**Input material**.
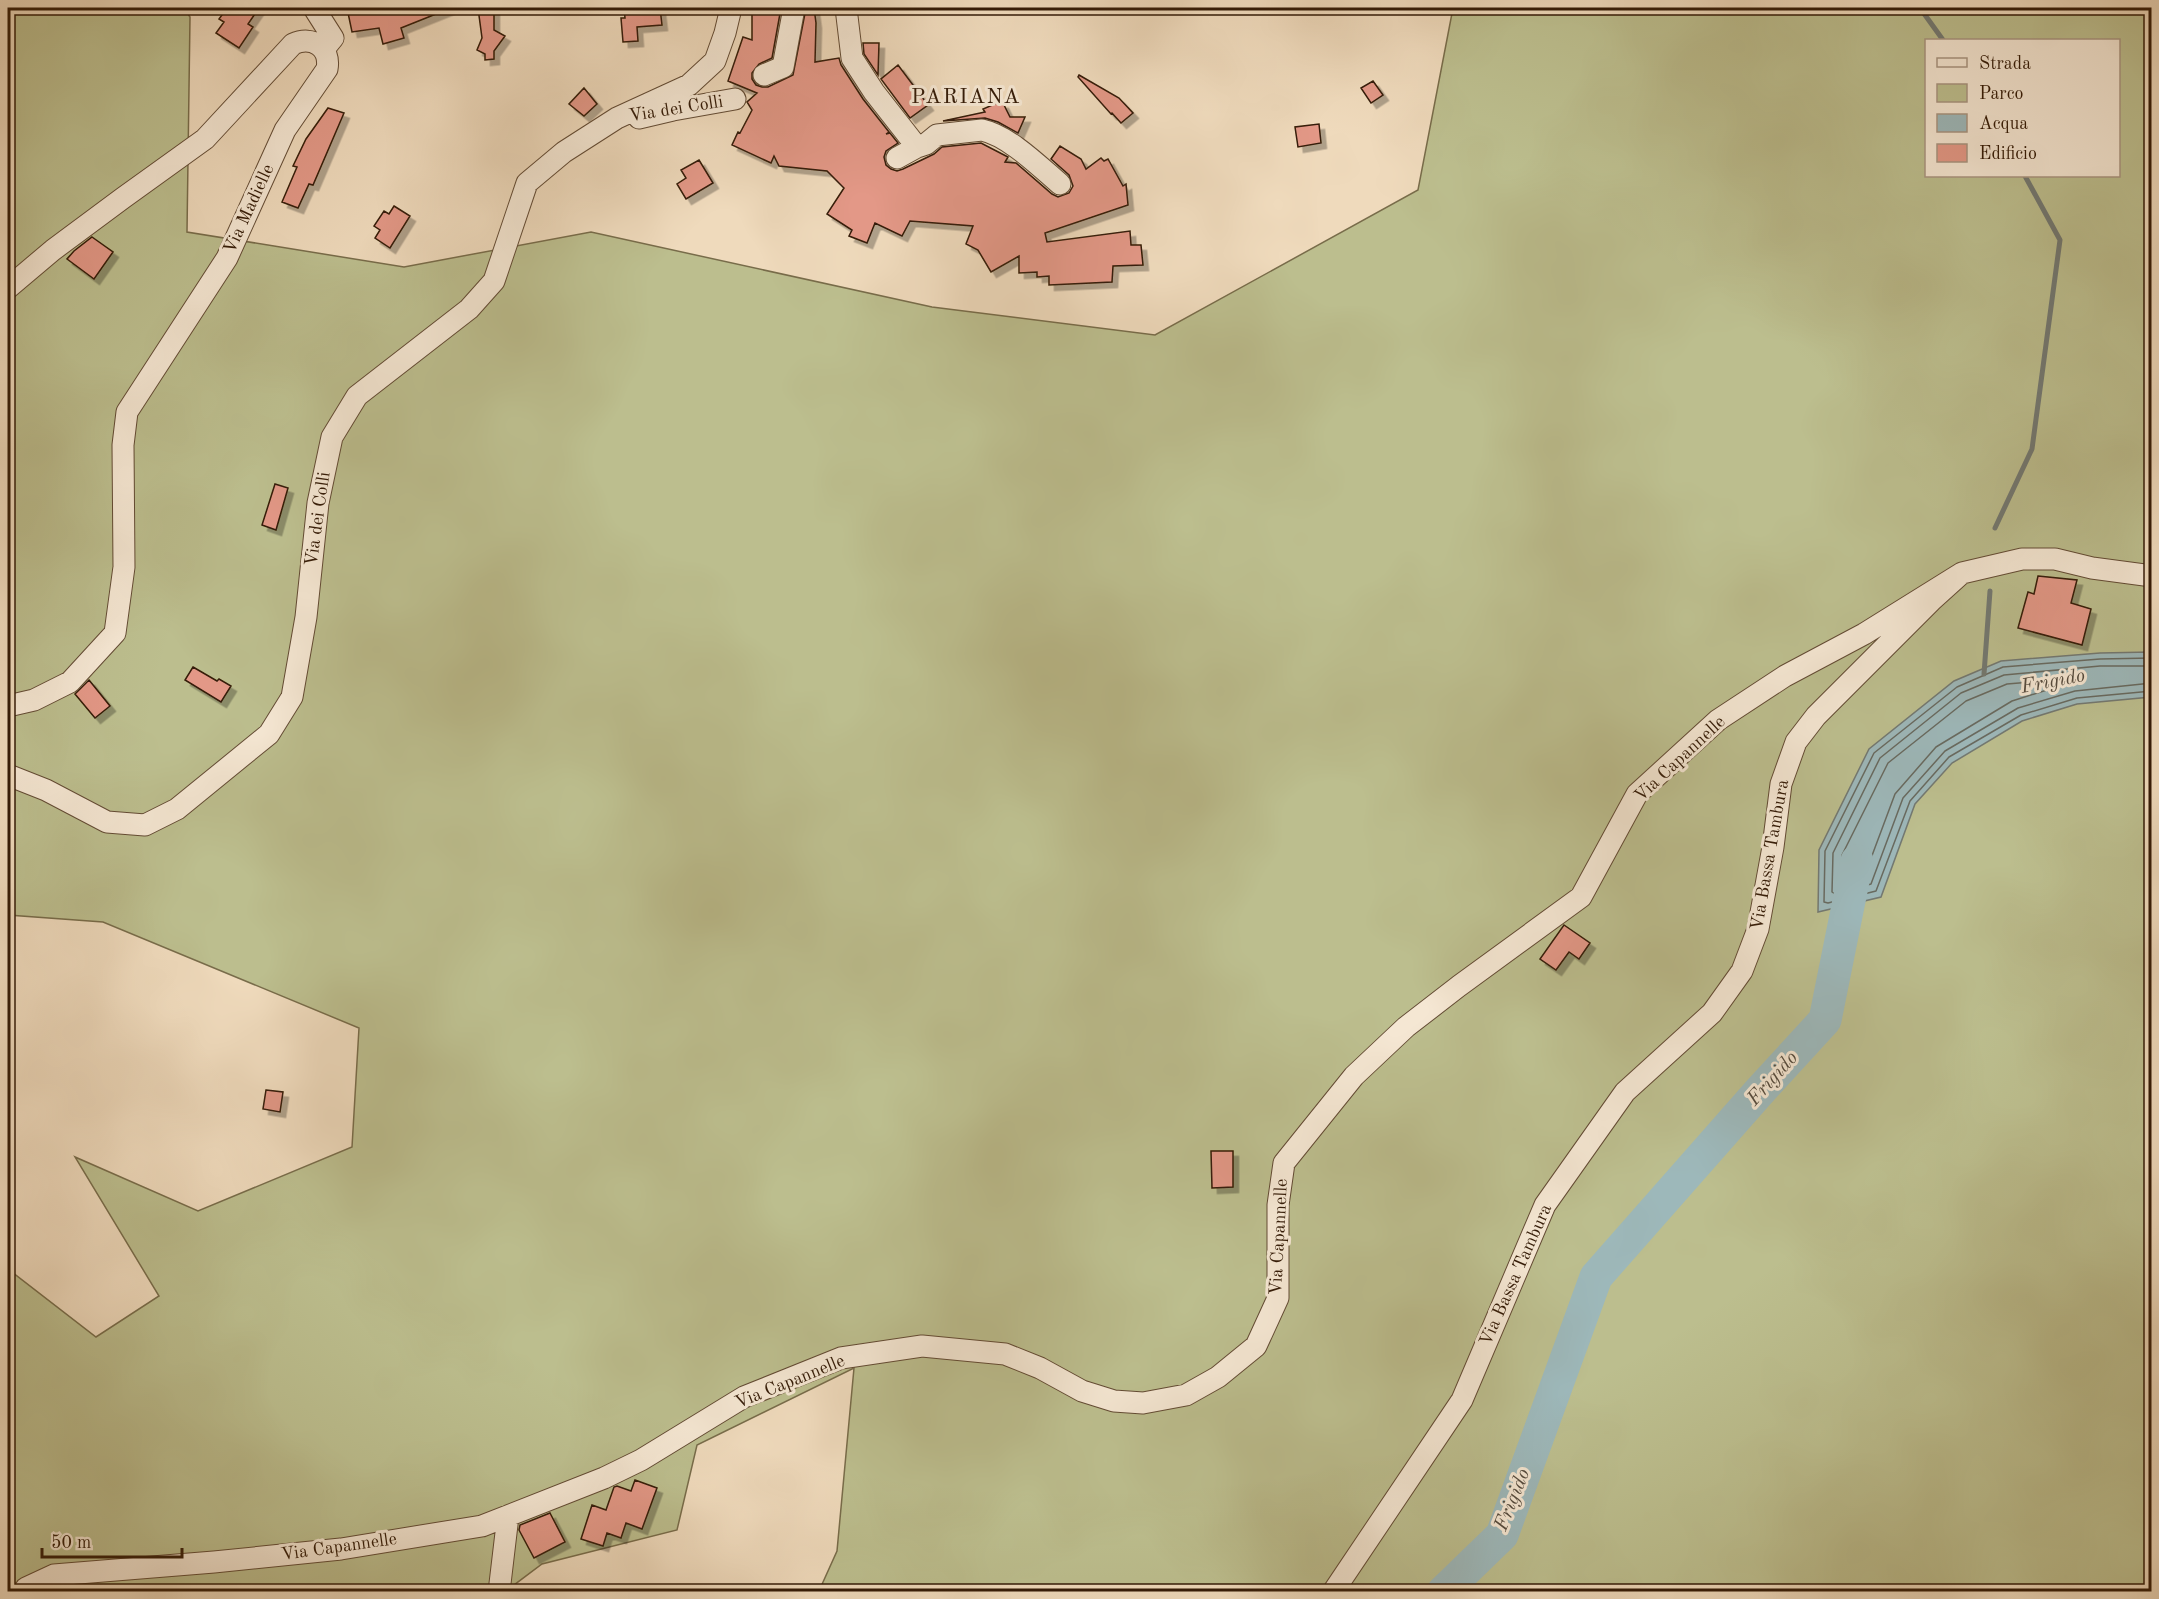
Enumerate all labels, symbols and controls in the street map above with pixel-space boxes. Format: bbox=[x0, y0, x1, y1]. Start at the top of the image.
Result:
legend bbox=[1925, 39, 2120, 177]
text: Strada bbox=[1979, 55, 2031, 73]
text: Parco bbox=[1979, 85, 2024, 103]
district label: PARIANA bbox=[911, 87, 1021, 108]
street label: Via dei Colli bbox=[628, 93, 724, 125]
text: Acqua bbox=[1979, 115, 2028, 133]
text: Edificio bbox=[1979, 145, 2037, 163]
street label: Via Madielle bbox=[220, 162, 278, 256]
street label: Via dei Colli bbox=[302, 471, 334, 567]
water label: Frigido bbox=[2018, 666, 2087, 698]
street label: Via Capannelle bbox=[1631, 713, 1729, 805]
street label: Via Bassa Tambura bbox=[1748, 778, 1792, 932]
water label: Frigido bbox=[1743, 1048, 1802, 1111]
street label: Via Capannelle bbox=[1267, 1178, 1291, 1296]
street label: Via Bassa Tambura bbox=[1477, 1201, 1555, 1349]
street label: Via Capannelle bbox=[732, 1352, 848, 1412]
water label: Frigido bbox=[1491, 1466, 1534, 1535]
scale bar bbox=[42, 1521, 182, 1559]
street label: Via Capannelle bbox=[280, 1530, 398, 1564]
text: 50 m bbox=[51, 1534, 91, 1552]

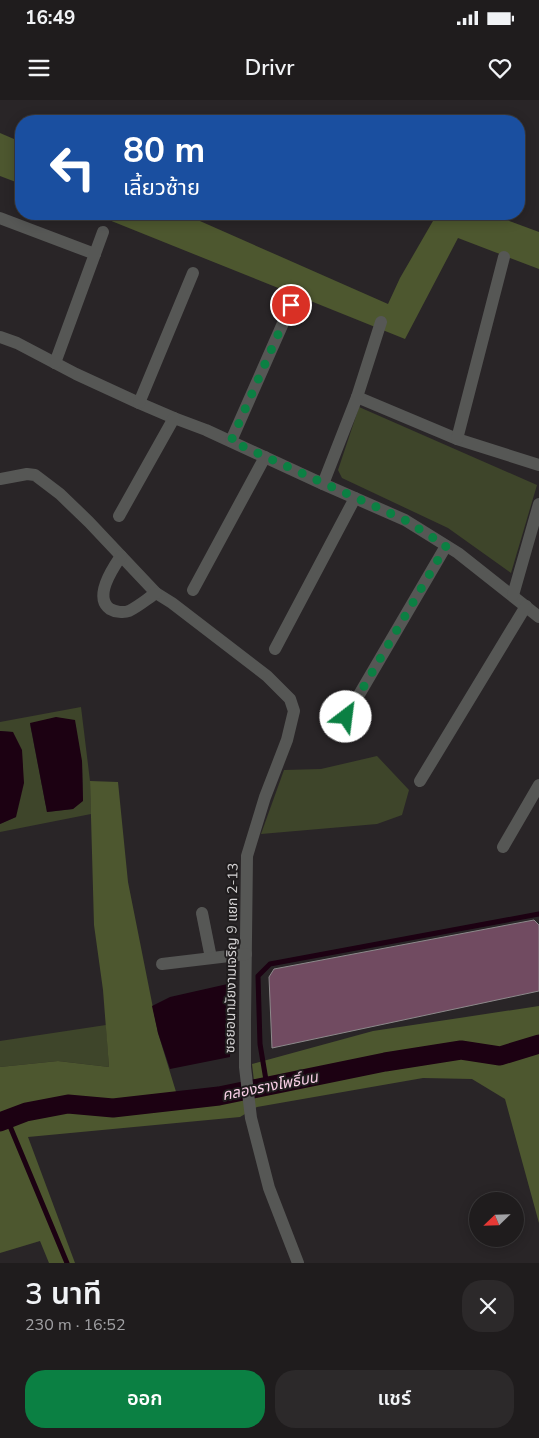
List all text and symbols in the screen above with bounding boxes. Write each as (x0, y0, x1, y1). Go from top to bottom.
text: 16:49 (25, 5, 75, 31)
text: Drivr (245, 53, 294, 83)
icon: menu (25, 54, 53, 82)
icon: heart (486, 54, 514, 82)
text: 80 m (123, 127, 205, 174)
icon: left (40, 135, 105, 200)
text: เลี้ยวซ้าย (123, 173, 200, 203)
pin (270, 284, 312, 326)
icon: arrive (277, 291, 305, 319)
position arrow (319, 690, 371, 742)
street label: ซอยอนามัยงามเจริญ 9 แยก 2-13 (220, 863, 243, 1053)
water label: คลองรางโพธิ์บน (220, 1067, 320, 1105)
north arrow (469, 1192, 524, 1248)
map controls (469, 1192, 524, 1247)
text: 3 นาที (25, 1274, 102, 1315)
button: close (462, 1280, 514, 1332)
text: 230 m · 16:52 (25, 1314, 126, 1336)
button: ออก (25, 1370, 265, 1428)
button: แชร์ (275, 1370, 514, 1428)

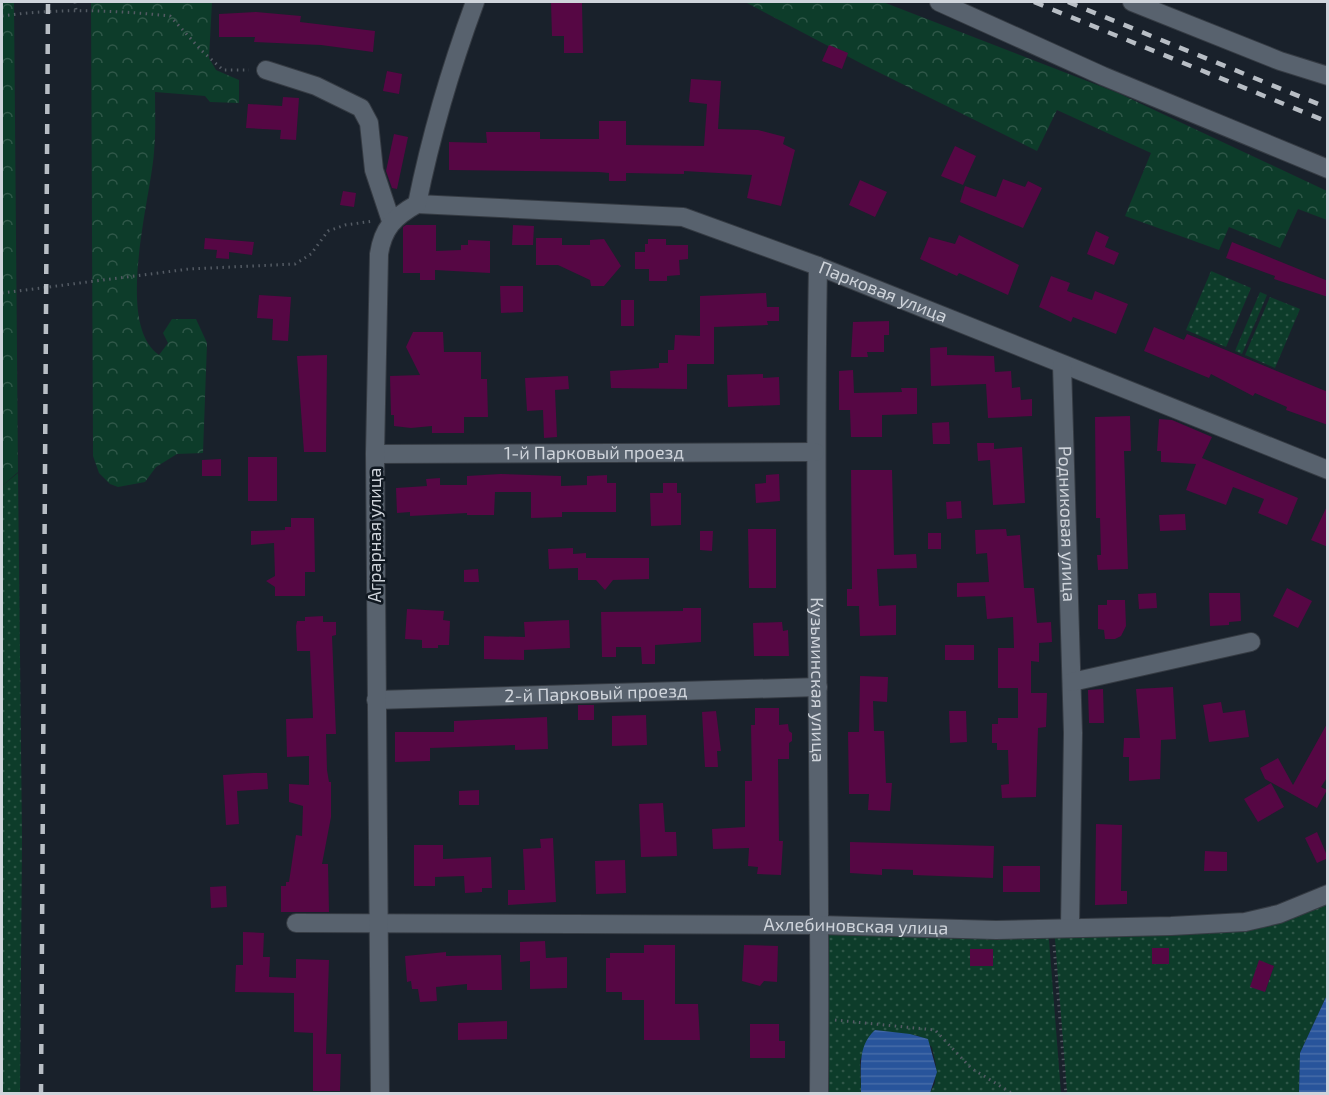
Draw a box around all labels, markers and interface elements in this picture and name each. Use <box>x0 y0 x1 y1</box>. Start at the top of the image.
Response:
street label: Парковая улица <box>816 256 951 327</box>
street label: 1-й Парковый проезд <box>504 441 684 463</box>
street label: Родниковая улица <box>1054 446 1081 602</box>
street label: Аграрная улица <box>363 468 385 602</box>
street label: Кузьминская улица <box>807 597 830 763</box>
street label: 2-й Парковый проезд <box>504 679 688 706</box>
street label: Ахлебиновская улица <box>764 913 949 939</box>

**How to complete this task**. Leave the pictures out and transcribe the remaining material exactly.

**Response to the exercise**.
Enumerate all labels, symbols and controls in the street map above with pixel-space boxes. Format: bbox=[x0, y0, x1, y1]. Start at the top of the image.
Result:
legend bbox=[1925, 39, 2120, 177]
text: Strada bbox=[1979, 55, 2031, 73]
text: Parco bbox=[1979, 85, 2024, 103]
district label: PARIANA bbox=[911, 87, 1021, 108]
street label: Via dei Colli bbox=[628, 93, 724, 125]
text: Acqua bbox=[1979, 115, 2028, 133]
text: Edificio bbox=[1979, 145, 2037, 163]
street label: Via Madielle bbox=[220, 162, 278, 256]
street label: Via dei Colli bbox=[302, 471, 334, 567]
water label: Frigido bbox=[2018, 666, 2087, 698]
street label: Via Capannelle bbox=[1631, 713, 1729, 805]
street label: Via Bassa Tambura bbox=[1748, 778, 1792, 932]
water label: Frigido bbox=[1743, 1048, 1802, 1111]
street label: Via Capannelle bbox=[1267, 1178, 1291, 1296]
street label: Via Bassa Tambura bbox=[1477, 1201, 1555, 1349]
street label: Via Capannelle bbox=[732, 1352, 848, 1412]
water label: Frigido bbox=[1491, 1466, 1534, 1535]
scale bar bbox=[42, 1521, 182, 1559]
street label: Via Capannelle bbox=[280, 1530, 398, 1564]
text: 50 m bbox=[51, 1534, 91, 1552]

List all text and symbols in the screen above with bounding boxes. Write each as (x0, y0, x1, y1). Go from top to bottom.
text: 16:49 (25, 5, 75, 31)
text: Drivr (245, 53, 294, 83)
icon: menu (25, 54, 53, 82)
icon: heart (486, 54, 514, 82)
text: 80 m (123, 127, 205, 174)
icon: left (40, 135, 105, 200)
text: เลี้ยวซ้าย (123, 173, 200, 203)
pin (270, 284, 312, 326)
icon: arrive (277, 291, 305, 319)
position arrow (319, 690, 371, 742)
street label: ซอยอนามัยงามเจริญ 9 แยก 2-13 (220, 863, 243, 1053)
water label: คลองรางโพธิ์บน (220, 1067, 320, 1105)
north arrow (469, 1192, 524, 1248)
map controls (469, 1192, 524, 1247)
text: 3 นาที (25, 1274, 102, 1315)
button: close (462, 1280, 514, 1332)
text: 230 m · 16:52 (25, 1314, 126, 1336)
button: ออก (25, 1370, 265, 1428)
button: แชร์ (275, 1370, 514, 1428)

Draw a box around all labels, markers and interface elements in this picture and name each. Use <box>x0 y0 x1 y1</box>. Start at the top of the image.
Response:
street label: Парковая улица <box>816 256 951 327</box>
street label: 1-й Парковый проезд <box>504 441 684 463</box>
street label: Родниковая улица <box>1054 446 1081 602</box>
street label: Аграрная улица <box>363 468 385 602</box>
street label: Кузьминская улица <box>807 597 830 763</box>
street label: 2-й Парковый проезд <box>504 679 688 706</box>
street label: Ахлебиновская улица <box>764 913 949 939</box>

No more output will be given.